Material for this exercise:
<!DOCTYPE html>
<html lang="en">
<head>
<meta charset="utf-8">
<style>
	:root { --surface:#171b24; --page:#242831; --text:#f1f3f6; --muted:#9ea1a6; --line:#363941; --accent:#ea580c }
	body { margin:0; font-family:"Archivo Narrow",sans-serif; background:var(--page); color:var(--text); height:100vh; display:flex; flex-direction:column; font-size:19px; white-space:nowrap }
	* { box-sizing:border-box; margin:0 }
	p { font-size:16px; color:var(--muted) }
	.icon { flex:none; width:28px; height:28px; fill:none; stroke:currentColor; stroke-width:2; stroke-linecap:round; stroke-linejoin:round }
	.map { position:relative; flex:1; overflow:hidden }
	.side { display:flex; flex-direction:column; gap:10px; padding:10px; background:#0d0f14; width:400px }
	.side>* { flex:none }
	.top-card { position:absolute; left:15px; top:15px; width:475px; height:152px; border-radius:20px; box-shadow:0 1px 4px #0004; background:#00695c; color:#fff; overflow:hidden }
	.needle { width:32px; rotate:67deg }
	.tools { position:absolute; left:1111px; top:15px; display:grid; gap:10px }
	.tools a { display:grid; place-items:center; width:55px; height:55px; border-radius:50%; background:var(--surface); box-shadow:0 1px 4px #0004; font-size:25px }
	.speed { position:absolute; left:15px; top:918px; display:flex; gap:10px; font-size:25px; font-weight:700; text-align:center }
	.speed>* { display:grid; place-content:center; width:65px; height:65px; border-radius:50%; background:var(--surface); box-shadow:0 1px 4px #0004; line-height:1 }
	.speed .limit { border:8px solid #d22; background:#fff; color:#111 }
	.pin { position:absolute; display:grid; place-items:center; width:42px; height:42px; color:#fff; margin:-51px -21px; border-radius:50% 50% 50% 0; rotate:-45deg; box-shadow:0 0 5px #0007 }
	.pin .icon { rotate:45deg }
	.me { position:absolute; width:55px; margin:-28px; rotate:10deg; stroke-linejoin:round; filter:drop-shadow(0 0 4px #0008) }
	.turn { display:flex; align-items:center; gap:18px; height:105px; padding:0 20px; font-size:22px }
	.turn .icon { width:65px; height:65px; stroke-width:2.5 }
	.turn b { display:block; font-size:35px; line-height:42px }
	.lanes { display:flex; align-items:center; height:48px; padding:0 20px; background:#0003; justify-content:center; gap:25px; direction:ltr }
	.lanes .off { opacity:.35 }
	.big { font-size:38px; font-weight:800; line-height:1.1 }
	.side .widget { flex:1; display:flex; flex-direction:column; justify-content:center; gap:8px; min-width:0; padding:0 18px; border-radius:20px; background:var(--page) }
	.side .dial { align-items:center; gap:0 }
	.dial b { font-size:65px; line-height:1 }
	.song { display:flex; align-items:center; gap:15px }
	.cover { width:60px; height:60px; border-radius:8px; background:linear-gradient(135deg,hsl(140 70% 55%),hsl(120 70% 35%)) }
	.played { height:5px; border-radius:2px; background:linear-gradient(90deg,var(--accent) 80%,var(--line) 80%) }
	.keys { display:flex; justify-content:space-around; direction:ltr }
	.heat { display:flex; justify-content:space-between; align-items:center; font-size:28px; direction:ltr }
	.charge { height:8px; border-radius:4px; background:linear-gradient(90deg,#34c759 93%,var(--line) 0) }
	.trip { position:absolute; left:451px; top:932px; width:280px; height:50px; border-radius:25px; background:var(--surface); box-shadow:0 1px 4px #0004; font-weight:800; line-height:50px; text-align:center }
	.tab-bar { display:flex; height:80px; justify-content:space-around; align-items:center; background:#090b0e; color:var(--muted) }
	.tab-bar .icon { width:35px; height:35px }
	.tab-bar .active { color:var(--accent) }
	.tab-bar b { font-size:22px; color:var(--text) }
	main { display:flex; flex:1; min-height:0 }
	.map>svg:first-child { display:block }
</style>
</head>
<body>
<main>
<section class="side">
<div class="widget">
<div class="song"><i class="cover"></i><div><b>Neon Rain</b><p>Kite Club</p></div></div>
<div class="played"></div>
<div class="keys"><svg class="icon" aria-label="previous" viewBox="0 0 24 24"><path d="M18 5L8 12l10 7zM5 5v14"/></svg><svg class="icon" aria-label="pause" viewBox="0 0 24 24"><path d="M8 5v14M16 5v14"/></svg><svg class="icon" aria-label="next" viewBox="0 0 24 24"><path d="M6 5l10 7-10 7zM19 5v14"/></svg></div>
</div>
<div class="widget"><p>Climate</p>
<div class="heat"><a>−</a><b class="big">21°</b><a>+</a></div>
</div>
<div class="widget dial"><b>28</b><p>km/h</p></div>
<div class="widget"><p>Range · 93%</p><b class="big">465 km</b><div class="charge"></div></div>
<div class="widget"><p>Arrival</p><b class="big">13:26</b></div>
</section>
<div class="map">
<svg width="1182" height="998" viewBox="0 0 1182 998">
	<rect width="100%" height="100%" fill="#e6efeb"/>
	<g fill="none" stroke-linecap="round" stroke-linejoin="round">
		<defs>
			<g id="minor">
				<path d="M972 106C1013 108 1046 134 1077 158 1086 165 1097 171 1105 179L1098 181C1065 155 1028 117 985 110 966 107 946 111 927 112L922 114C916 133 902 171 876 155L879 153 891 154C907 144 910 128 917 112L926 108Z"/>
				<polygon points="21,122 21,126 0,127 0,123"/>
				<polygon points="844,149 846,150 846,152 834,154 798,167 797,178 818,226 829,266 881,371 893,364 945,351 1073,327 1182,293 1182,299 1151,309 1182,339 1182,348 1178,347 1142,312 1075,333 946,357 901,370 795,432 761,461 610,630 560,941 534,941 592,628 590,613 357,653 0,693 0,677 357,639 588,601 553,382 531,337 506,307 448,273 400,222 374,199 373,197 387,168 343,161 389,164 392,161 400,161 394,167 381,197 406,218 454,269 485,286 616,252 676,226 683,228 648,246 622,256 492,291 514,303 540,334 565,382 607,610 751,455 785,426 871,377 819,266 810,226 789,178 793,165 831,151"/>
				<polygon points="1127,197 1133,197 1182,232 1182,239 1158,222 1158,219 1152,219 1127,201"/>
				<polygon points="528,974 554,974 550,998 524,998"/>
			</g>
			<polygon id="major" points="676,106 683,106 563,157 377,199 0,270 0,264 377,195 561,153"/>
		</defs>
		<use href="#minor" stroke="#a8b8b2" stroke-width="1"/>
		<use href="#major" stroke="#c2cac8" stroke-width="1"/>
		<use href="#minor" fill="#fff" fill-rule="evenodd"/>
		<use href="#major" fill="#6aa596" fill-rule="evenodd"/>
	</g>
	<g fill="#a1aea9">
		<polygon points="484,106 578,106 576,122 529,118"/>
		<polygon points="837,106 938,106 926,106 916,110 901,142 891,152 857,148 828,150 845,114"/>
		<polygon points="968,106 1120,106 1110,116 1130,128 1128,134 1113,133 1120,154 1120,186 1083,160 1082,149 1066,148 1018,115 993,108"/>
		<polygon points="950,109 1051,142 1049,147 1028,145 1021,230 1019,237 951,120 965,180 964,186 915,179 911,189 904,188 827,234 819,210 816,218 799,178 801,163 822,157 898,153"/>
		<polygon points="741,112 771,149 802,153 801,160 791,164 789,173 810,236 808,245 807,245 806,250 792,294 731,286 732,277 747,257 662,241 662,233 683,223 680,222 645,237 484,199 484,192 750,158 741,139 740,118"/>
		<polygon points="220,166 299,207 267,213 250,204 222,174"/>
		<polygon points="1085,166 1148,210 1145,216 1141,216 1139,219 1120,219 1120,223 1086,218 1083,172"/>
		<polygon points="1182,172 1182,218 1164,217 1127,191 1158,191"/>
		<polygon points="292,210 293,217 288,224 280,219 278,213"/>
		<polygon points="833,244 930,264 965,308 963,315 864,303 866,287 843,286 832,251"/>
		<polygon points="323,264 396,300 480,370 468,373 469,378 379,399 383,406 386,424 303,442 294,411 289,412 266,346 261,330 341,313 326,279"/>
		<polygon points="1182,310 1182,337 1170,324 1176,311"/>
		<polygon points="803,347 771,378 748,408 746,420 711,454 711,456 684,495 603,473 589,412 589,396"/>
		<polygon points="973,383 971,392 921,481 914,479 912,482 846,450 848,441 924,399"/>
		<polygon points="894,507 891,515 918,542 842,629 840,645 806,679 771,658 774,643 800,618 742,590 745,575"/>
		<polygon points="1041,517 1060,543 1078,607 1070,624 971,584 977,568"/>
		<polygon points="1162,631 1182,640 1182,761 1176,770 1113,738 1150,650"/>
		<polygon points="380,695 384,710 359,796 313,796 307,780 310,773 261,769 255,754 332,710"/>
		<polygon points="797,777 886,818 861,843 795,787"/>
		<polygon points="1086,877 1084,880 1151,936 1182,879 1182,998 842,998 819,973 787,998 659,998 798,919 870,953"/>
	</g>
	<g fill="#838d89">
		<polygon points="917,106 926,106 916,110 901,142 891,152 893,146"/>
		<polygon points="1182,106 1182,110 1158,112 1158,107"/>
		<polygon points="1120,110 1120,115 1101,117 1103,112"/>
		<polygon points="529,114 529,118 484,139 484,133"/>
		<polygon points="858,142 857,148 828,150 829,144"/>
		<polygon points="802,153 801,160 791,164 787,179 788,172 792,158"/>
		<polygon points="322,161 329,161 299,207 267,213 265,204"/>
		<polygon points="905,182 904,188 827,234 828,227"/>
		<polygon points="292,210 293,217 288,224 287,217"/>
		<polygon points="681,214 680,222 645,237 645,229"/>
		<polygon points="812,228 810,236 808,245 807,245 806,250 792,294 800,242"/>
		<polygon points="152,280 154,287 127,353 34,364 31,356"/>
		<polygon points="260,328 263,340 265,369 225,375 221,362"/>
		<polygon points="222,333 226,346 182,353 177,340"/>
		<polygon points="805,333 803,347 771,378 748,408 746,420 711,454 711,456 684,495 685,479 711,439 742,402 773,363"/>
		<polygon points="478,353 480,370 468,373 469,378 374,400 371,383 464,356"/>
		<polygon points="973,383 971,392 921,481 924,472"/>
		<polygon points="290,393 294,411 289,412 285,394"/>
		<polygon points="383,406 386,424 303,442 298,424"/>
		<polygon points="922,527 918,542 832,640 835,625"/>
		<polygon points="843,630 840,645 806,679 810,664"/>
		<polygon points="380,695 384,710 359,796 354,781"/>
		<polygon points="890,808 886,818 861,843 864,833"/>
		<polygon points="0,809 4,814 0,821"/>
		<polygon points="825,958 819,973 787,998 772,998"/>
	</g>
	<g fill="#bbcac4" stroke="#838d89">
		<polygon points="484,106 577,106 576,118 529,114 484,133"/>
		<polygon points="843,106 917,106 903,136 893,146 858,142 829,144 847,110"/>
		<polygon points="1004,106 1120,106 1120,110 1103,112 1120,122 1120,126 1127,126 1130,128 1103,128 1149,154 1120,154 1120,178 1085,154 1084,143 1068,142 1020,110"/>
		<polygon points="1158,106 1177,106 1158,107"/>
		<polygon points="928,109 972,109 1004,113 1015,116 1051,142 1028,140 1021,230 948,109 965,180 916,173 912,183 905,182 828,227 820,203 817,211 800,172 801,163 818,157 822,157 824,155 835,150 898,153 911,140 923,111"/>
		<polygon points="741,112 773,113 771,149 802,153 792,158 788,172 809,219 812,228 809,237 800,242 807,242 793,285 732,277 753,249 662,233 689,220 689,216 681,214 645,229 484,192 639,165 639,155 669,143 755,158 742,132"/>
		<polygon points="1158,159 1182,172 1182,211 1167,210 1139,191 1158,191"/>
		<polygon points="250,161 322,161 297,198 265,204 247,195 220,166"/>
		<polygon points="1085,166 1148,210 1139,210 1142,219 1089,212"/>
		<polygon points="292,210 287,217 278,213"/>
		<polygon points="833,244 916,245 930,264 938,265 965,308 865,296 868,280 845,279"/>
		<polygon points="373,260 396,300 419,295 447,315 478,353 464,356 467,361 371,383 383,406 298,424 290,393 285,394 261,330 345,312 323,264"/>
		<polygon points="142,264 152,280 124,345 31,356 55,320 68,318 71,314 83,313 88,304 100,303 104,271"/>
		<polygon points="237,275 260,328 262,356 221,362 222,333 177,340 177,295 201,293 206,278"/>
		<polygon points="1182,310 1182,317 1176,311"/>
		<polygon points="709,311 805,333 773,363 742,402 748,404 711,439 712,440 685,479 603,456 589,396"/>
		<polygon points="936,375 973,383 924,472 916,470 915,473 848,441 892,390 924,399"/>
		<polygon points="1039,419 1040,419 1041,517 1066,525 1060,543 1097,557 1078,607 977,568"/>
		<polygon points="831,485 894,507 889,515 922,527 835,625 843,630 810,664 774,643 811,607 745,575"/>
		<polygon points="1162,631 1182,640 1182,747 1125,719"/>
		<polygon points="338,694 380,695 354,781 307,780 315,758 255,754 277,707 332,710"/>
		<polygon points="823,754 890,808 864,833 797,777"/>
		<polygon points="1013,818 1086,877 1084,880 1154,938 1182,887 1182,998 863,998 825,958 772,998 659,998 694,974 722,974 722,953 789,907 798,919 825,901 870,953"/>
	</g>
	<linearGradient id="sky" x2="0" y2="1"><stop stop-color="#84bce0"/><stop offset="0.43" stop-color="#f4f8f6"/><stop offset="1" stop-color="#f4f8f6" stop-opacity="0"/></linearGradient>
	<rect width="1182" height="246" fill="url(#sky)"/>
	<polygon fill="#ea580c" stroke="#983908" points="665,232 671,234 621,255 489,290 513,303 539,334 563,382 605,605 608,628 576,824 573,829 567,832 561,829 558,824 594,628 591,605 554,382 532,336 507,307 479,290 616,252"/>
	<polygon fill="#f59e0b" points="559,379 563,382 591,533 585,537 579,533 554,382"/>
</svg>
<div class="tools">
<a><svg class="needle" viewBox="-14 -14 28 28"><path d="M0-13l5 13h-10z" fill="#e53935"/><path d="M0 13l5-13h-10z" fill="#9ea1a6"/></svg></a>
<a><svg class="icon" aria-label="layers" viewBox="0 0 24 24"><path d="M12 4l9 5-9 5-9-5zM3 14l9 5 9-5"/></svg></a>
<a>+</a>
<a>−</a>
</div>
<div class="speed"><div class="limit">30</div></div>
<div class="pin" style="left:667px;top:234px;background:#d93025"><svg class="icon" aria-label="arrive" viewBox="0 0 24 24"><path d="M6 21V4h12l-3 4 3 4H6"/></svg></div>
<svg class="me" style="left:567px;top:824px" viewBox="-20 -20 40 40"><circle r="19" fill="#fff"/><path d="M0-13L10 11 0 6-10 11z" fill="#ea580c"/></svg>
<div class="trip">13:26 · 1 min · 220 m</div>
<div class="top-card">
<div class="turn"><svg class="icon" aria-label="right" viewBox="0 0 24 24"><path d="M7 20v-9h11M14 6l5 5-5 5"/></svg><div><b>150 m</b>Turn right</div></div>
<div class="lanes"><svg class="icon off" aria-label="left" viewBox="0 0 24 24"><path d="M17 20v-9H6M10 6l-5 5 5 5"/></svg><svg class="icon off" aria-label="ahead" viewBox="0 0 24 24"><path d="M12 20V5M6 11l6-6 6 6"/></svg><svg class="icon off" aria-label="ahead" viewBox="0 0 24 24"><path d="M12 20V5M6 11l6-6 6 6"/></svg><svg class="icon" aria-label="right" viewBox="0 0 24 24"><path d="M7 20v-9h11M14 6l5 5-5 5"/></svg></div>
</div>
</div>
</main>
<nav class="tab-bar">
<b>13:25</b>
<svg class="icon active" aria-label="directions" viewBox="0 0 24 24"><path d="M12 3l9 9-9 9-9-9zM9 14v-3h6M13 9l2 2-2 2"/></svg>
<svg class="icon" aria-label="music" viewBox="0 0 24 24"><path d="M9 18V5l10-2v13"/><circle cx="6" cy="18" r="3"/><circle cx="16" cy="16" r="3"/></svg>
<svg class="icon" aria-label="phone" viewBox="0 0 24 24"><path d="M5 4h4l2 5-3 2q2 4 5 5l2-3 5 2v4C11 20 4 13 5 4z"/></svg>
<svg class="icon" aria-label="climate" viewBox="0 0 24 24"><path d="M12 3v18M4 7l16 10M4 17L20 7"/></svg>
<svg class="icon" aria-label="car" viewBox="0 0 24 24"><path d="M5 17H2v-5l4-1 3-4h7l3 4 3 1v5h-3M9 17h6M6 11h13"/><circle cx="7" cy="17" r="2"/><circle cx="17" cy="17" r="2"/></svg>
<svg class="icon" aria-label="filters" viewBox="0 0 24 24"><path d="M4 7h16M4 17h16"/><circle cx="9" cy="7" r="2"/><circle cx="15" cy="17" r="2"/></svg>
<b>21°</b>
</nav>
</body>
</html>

Activity: Lines holding the word "heat" are the answer; copy every one from the records above.

Solution to this problem:
	.heat { display:flex; justify-content:space-between; align-items:center; font-size:28px; direction:ltr }
<div class="heat"><a>−</a><b class="big">21°</b><a>+</a></div>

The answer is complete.